2018-01-02 14:23:52 [runtime] (ready) ID.piperun1.DUPLICATE_FINDER.SORT_ITEMS
2018-01-02 14:23:53 [runtime] (split_complete) ID.piperun1.DUPLICATE_FINDER.SORT_ITEMS
2018-01-02 14:23:53 [runtime] (run:local) ID.piperun1.DUPLICATE_FINDER.SORT_ITEMS.fork0.chnk0.main
At a high level, mrp
performs the following to run a pipeline:
- Parse and validate MRO file (e.g. invoke.mro)
- Convert the MRO into a graph representation of the pipeline
- Create a directory for the pipestance named with the pipestance ID provided (e.g. piperun1)
- Begin evaluating dependencies and executing the stages of the pipeline
- Continuously monitor stages and advance through the pipeline graph when dependencies are satisfied
Completion and Failure#
If the pipestance encounters no errors while running, mrp
exits with status 0 and writes a _complete
file in the top level of the pipestance directory.
If the pipestance encounters does an encounter an error, mrp
exits with status 1. The failed stage(s) will contain an _errors
file with information about the error.
For more details about how to examine an in-progress, completed, or failed pipestance, see Inspecting Pipelines.
Restarting#
When a pipestance fails, it can be restarted by running mrp
with the same
arguments as before. mrp
will identify the failed stages, and reset them to
a clean state so that they can run again. Stages that have already completed
successfully will not be reset or re-run. mrp
attempts to verify that no
other instance of mrp
is currently running that pipestance, and that
other settings are compatible with the previous run. Normally retrying will
only re-run failed chunks. If the MRO_FULLSTAGERESET
environment variable
is non-empty, the entire failed stage will be reset.
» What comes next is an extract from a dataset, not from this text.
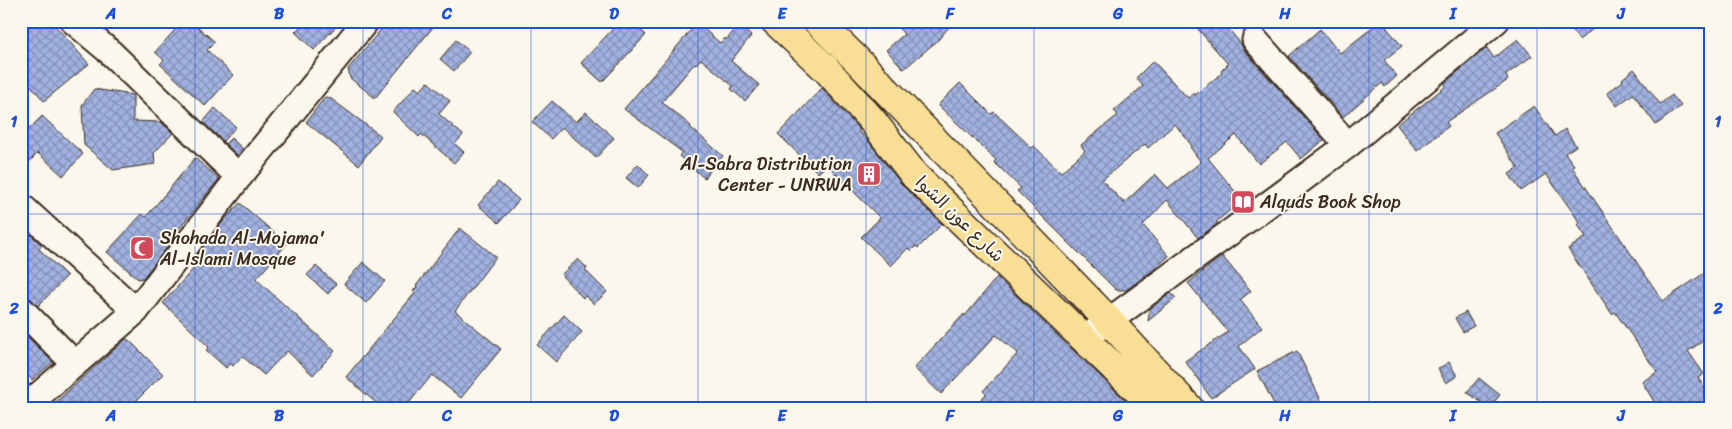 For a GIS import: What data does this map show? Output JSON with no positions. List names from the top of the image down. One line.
{"streets":{"main road":["شارع عون الشوا"]},"places":{"building":["Al-Sabra Distribution Center - UNRWA"],"library":["Alquds Book Shop"],"mosque":["Shohada Al-Mojama' Al-Islami Mosque"]},"grid":{"columns":["A","B","C","D","E","F","G","H","I","J"],"rows":["1","2"]}} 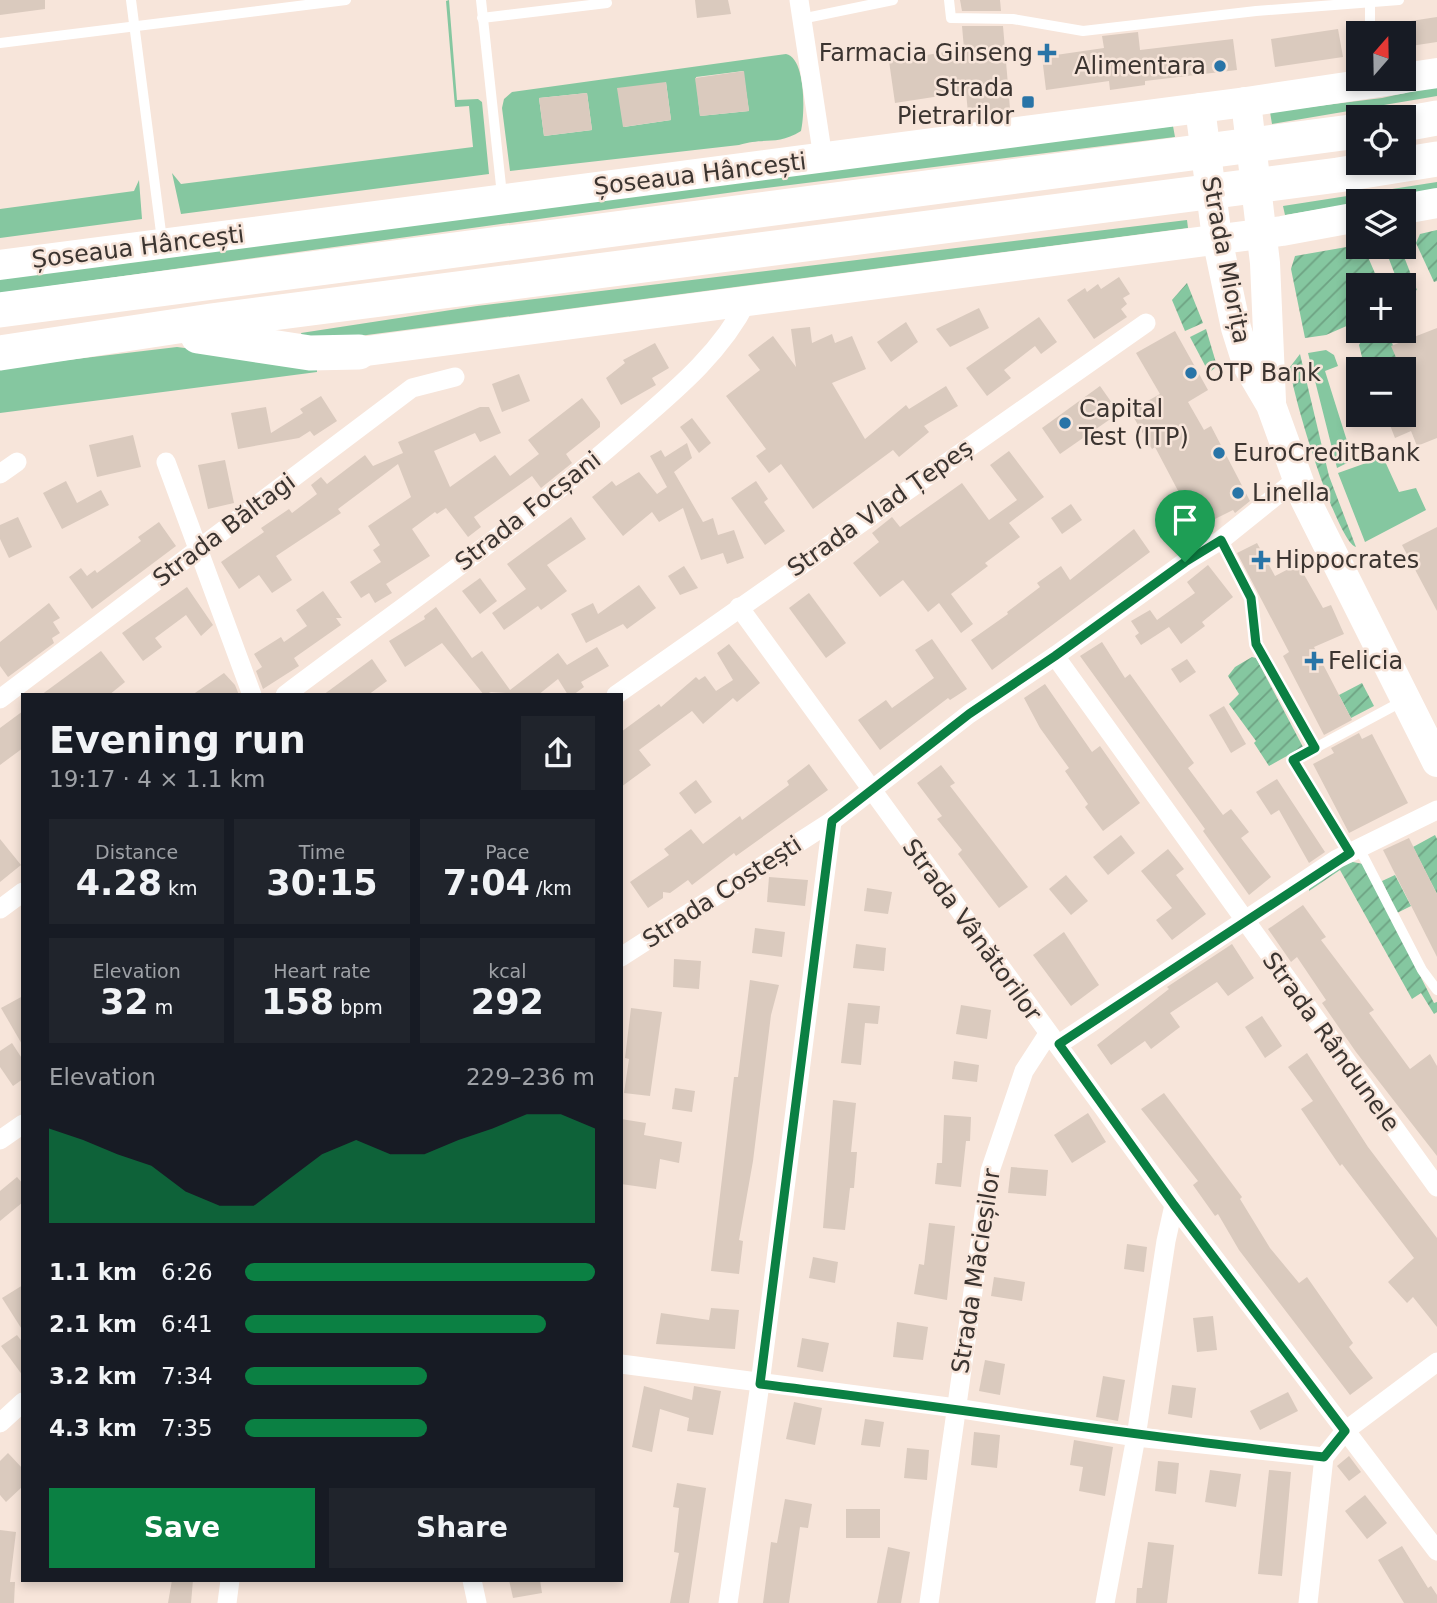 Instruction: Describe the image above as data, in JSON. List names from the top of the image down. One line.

Stages which failed with error messages that match regular expressions defined
in martian/jobmanagers/retry.json
may be retried automatically. mrp
will
restart itself in such circumstances a number of times configured either from
the command line or in retry.json
giving up. This is useful for error
types which are expected to be transient, such as receiving a signal from the
operating system.
If mrp
is restarted with the --inspect
flag set, it should attempt to read
the pipestance in “read only” mode. In combination with --noexit
this can be
used to open up a user interface for an old pipestance.